Paul van Vuuren wird neuer VDL-Chef

Er folgt auf Henk Coppens, der aus dem Unternehmen ausscheidet.

Neuer Chef von VDL Bus & Coach: Paul van Vuuren (62). (Foto: VDL)
Neuer Chef von VDL Bus & Coach: Paul van Vuuren (62). (Foto: VDL)
Claus Bünnagel

Henk Coppens, Geschäftsführer von VDL Bus & Coach und stellvertretender Vorstand der VDL-Gruppe, legt am heutigen 1. Juli 2021 sein Amt nieder. Sein Nachfolger wird Paul van Vuuren, der dem Hauptvorstand der Gruppe angehört. Coppens hat sich immer vorgenommen, im Alter von 62 Jahren aus dem Unternehmen auszuscheiden. Dieses Alter wird er nächsten Monat erreichen. 

Ich bin sehr dankbar, dass Paul van Vuuren bereit ist, einzuspringen, so dass ich die Möglichkeit habe zurückzutreten. Ich blicke auf eine schöne Zeit in einem großartigen Unternehmen zurück. Obwohl der Bussektor von VDL Groep in der nächsten Zeit vor vielen Herausforderungen steht, bin ich überzeugt, dass die Organisation große Schritte nach vorn machen wird. (Coppens)

Elektrobuspionier 

2015 wechselte Coppens von Philips zu VDL, wo er als operativer Geschäftsführer bei VDL Bus & Coach begann.
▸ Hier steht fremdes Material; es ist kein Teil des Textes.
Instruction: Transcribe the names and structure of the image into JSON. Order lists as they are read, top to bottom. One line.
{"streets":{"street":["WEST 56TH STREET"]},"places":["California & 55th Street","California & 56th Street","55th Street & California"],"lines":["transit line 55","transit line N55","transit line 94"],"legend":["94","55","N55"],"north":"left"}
Seit Februar 2017 ist er allgemeiner Geschäftsführer von VDL Bus & Coach und stellvertretender Vorstand von VDL Groep. Unter seiner Leitung baute das Unternehmen seine Rolle als einer der Vorreiter in Sachen E-Mobilität in Europa weiter aus, wie gut 100 Mio. elektrisch gefahrene Kilometer unterstreichen. Inzwischen wurde die neue VDL-Citea-Generation vorgestellt und grünes Licht für ein neues Werk im belgischen Roeselare gegeben. 

„In der letzten Zeit haben wir viel in die Anpassung und Verbesserung des Fertigungsprozesses investiert. Darauf blicke ich mit großer Befriedigung zurück, denn es sagt viel über die Flexibilität und Qualität des Unternehmens aus. So haben Mitarbeiter der Werke Heerenveen, Roeselare und Valkenswaard Wissen und Erfahrung auf dem Gebiet des Baus von ÖPNV-Bussen ausgetauscht. Und das Werk in Valkenswaard ist jetzt so eingerichtet, dass man dort beiden Disziplinen (Reisebusse und ÖPNV) gewachsen ist. Wir sind also gut aufgestellt, wenn sich auch der Markt für Reisebusse wiederbelebt.“ (Coppens)

Über Paul van Vuuren

Ab 1. Juli wird Paul van Vuuren (62) sein Amt als Mitglied des VDL-Hauptvorstands mit dem des Geschäftsführers von VDL Bus & Coach kombinieren. Er wurde im Dezember 2017 Geschäftsführer von VDL Nedcar in Born, dem einzigen großen Pkw-Hersteller in den Niederlanden. Davor war er lange im Finanzsektor tätig. Seit Anfang 2021 gehört van Vuuren dem Hauptvorstand von VDL Groep an. 

VDL Bus & Coach 

Kernaktivitäten von VDL Bus & Coach sind die Entwicklung, die Produktion und der Verkauf einer breiten Palette von Linien- und Reisebussen sowie Fahrgestellmodulen, der dazugehörige After-Sales-Service, der Um- oder Ausbau von Mini- und Midibussen und der An- und Verkauf von Gebrauchtbussen. VDL besteht aus mehreren Busherstellern, die gemeinsam auf dem Weltmarkt tätig sind. Die Produktion erfolgt in Westeuropa. Hohe Priorität haben bei VDL Qualität, Sicherheit, lange Lebensdauer, Umweltschutz, geringer Energieverbrauch, Komfort und niedrige Wartungskosten. 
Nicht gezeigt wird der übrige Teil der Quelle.